Australia is heading towards climate catastrophe if the country does not pursue more ambitious emissions reduction targets, experts have warned.
In a report published on
Wednesday, the Climate Council, Australia's leading climate change communications NGO, called for the federal government to slash emissions by 75 percent from 2005 levels by 2030 and achieve net zero emissions by 2035 to curtail the impacts of climate change.
The report was published one day after the Bureau of Meteorology of Australia declared that two climate drivers linked to hot, dry weather in Australia -- El Nino and a positive Indian Ocean Dipole (IOD) -- have developed.
"We have both an El Nio event and a positive Indian Ocean Dipole underway, amplified by climate change, which heightens the risk of dangerous heat and severe fires," Simon Bradshaw, Climate Council research director, said in a media release on Wednesday.
"The reality is stark: there's no safe level of global warming. Everything we do now matters. The only way we can turn down the heat is to get our emissions plummeting, and fast."
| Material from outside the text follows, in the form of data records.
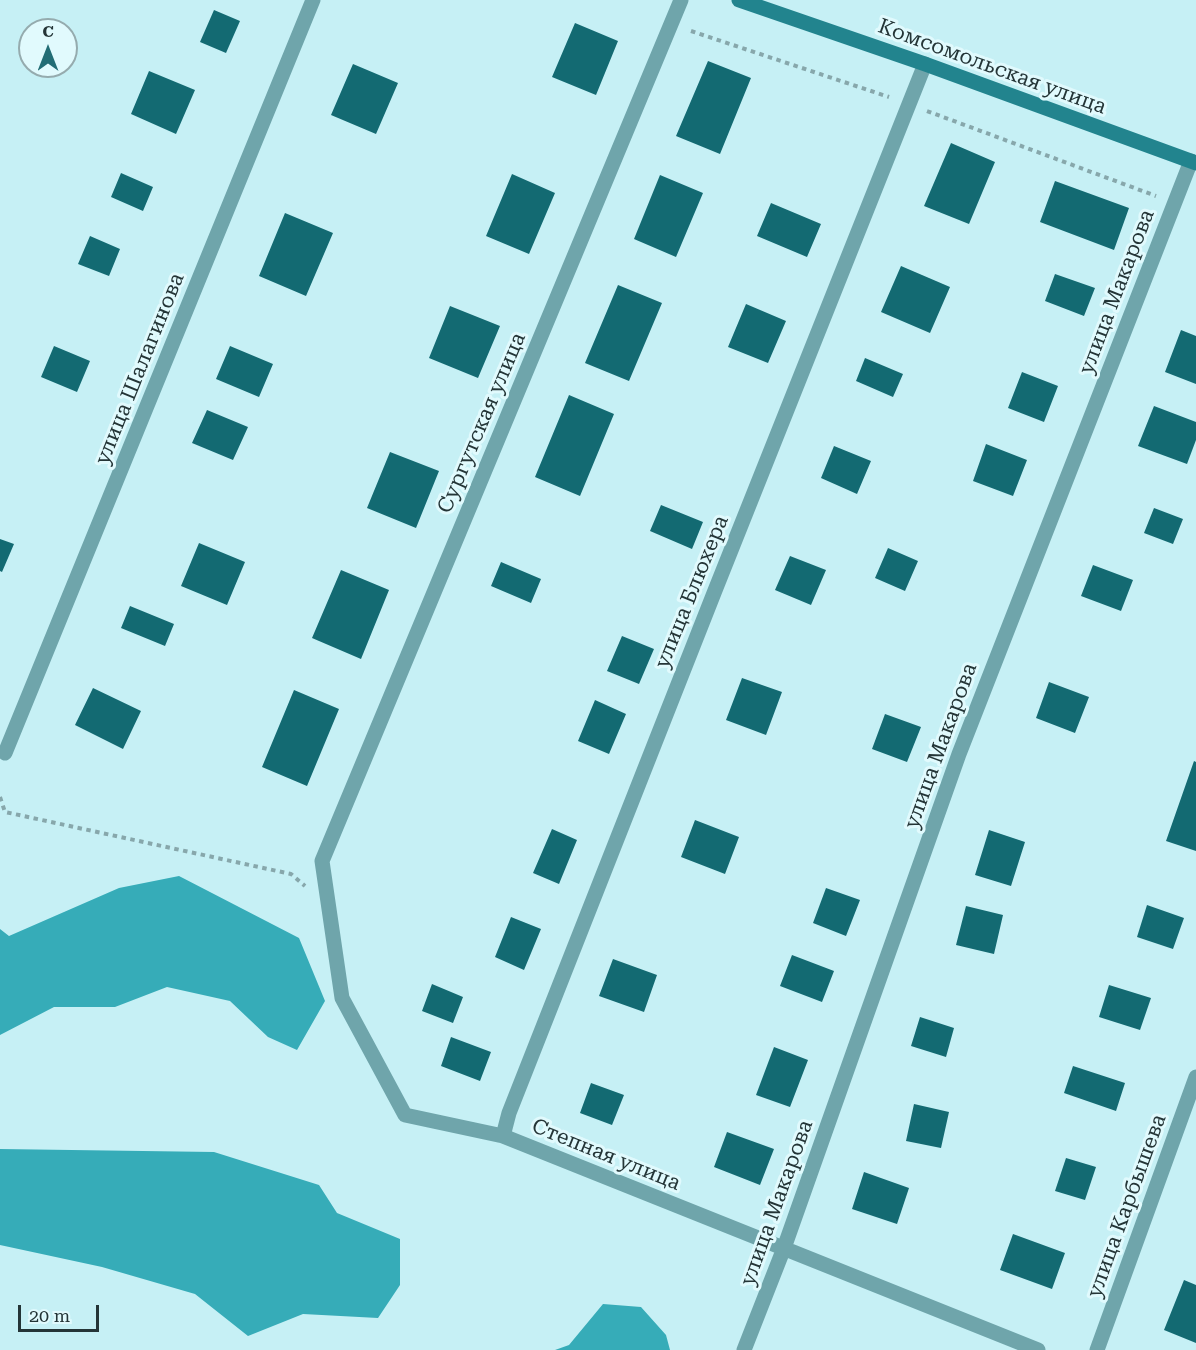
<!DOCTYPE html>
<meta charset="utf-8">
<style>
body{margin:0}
#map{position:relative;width:1196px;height:1350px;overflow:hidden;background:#c6f0f5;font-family:"Roboto Serif",serif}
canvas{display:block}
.north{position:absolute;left:18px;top:18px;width:60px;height:60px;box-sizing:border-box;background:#e1fafd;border:2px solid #95abae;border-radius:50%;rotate:0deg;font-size:16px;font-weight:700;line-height:24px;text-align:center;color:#243537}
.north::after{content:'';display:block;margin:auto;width:21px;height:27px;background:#226d75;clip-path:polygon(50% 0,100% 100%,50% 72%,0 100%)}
.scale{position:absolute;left:18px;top:1305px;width:81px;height:27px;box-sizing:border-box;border:3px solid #243537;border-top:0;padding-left:8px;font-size:18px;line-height:21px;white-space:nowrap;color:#243537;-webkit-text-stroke:4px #e1fafd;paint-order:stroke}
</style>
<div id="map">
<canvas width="1196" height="1350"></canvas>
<div class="north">С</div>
<div class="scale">20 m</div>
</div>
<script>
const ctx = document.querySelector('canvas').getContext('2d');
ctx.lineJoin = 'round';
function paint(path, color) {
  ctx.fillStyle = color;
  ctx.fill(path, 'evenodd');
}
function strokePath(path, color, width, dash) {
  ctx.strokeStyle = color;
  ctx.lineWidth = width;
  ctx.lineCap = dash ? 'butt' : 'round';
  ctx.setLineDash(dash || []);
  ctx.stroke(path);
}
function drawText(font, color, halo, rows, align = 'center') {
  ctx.font = font + ' "Roboto Serif",serif';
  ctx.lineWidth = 6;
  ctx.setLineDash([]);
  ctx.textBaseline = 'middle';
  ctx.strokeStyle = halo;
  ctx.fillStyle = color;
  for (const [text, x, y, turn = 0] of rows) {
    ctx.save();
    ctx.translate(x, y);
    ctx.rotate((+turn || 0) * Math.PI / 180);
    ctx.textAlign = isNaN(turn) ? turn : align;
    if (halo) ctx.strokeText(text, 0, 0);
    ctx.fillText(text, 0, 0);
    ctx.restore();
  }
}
const water = new Path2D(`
 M179 876 299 938 325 1001 297 1050 268 1037 230 1001 167 987 115 1007H54L0 1035V929L9 936 119 888Z
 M0 1149 214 1152 319 1185 337 1213 400 1239V1285L378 1318 303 1314 248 1336 195 1294 102 1267 0 1245Z
 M603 1304 641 1307 666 1335 670 1350H555L569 1345Z`);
const building = new Path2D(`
 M214 10 240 21 226 53 200 42Z
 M575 23 618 41 596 95 552 77Z
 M708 61 751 78 720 154 676 136Z
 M353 64 398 83 376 134 331 115Z
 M149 71 195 90 176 134 131 114Z
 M951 143 995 162 969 224 924 206Z
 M121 173 153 187 143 211 111 197Z
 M512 174 555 193 529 254 486 236Z
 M660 175 703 193 676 257 634 239Z
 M1055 181 1129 208 1114 250 1040 222Z
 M771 203 821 224 807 257 757 236Z
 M285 213 333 233 306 296 259 276Z
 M90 236 120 249 109 276 78 264Z
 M901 266 950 287 930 333 881 312Z
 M1055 274 1095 288 1084 316 1045 301Z
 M618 285 662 303 629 381 585 363Z
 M746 304 786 321 768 363 728 347Z
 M450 306 500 326 478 378 429 358Z
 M1181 330 1196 336V384L1165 372Z
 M54 346 90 361 77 392 41 377Z
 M230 346 273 364 259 397 216 379Z
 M865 358 903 374 893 397 856 381Z
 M1022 372 1058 386 1044 422 1008 408Z
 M569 395 614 414 580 496 535 477Z
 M1154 406 1196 422V440L1187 464 1138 446Z
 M207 410 248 427 233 460 192 443Z
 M986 444 1027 460 1013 496 973 481Z
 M834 446 871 461 857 494 821 478Z
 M390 452 439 471 416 528 367 508Z
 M661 505 703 522 692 549 650 531Z
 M1154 508 1183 519 1173 544 1144 533Z
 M0 539 14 544 2 572 0 571Z
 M199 543 245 562 227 605 181 586Z
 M888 548 918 561 905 591 875 578Z
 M790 556 826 570 811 605 775 590Z
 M501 562 541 579 531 603 491 586Z
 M1093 565 1133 580 1121 611 1081 596Z
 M341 570 389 590 361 659 312 638Z
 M130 606 174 624 165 646 121 628Z
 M622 636 654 649 639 684 607 671Z
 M742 678 782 692 766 735 726 720Z
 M1049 682 1089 697 1075 733 1036 718Z
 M93 688 141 711 123 749 75 725Z
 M294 690 339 709 307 786 262 767Z
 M595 700 626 714 609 754 578 741Z
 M885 714 921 727 907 762 872 749Z
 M1194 761 1196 762V851L1166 841Z
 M695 820 739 837 725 874 681 857Z
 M552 829 577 840 559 884 533 873Z
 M989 830 1025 842 1011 886 975 875Z
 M826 888 860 900 846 936 813 923Z
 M1147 905 1184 918 1173 949 1137 937Z
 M966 906 1003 915 994 954 956 945Z
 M511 917 541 929 524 970 495 957Z
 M792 955 834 971 822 1002 780 986Z
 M613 959 657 975 644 1012 599 996Z
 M432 984 463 997 453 1023 422 1011Z
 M1109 985 1151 998 1140 1030 1099 1017Z
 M920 1017 954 1028 946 1057 911 1046Z
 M451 1037 491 1052 480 1081 441 1066Z
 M774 1047 808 1060 790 1107 756 1095Z
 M1073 1066 1125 1083 1116 1111 1064 1093Z
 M591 1083 624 1095 612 1125 580 1113Z
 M914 1104 949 1112 941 1148 906 1141Z
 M727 1132 774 1149 760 1185 714 1167Z
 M1066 1158 1096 1167 1085 1200 1055 1191Z
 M864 1172 909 1188 897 1224 852 1209Z
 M1013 1234 1065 1253 1052 1289 1000 1270Z
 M1184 1280 1196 1285V1343L1164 1330Z`);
const path = new Path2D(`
 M691 31 889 97
 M927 111 1156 196
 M0 797 5 812 291 874 305 886`);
const street = new Path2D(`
 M681 0 322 861 342 998 405 1115 503 1136 1038 1350
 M5 753 313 0
 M503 1136 509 1113 714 593 925 64
 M744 1350 784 1248 959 754 1191 161
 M1097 1350 1196 1077`);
const secondary = new Path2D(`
 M739 0 925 64 1196 163`);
const streetNames = [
 ["Комсомольская улица",992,67,20],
 ["улица Макарова",1117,292,-69],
 ["улица Шалагинова",140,369,-68],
 ["Сургутская улица",482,423,-67],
 ["улица Блюхера",692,592,-68],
 ["улица Макарова",941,746,-70],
 ["Степная улица",606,1155,22],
 ["улица Макарова",777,1203,-70],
 ["улица Карбышева",1127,1206,-70]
];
paint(water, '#36acb8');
paint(building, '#136a72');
strokePath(path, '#87a7ab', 4, [4.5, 4.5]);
strokePath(street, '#6fa5ab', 15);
strokePath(secondary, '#22848e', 15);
drawText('21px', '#243537', '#e1fafd', streetNames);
</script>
The report warned that, on the current trajectory of global warming, by the year 2100, Australia is facing a large-scale collapse of marine ecosystems, more frequent and severe heat waves and "irreversible" shifts in rainfall patterns.
It found that if emissions from land use and forestry are excluded, national emissions from the rest of Australia's economy have fallen only 0.2 percent since 2005.
The governing Australian Labor Party has set an emissions reduction target of at least 43 percent below 2005 levels by 2030, and net zero by 2050, but the Climate Council said those goals were not on track.
"This report paints a vivid contrast for Australia's century's end -- one that is completely unrecognizable or one where much of what we cherish about our beautiful country has been saved," Lesley Hughes, co-author of the report and a member of the government's Climate Change Authority, said in Wednesday's media release.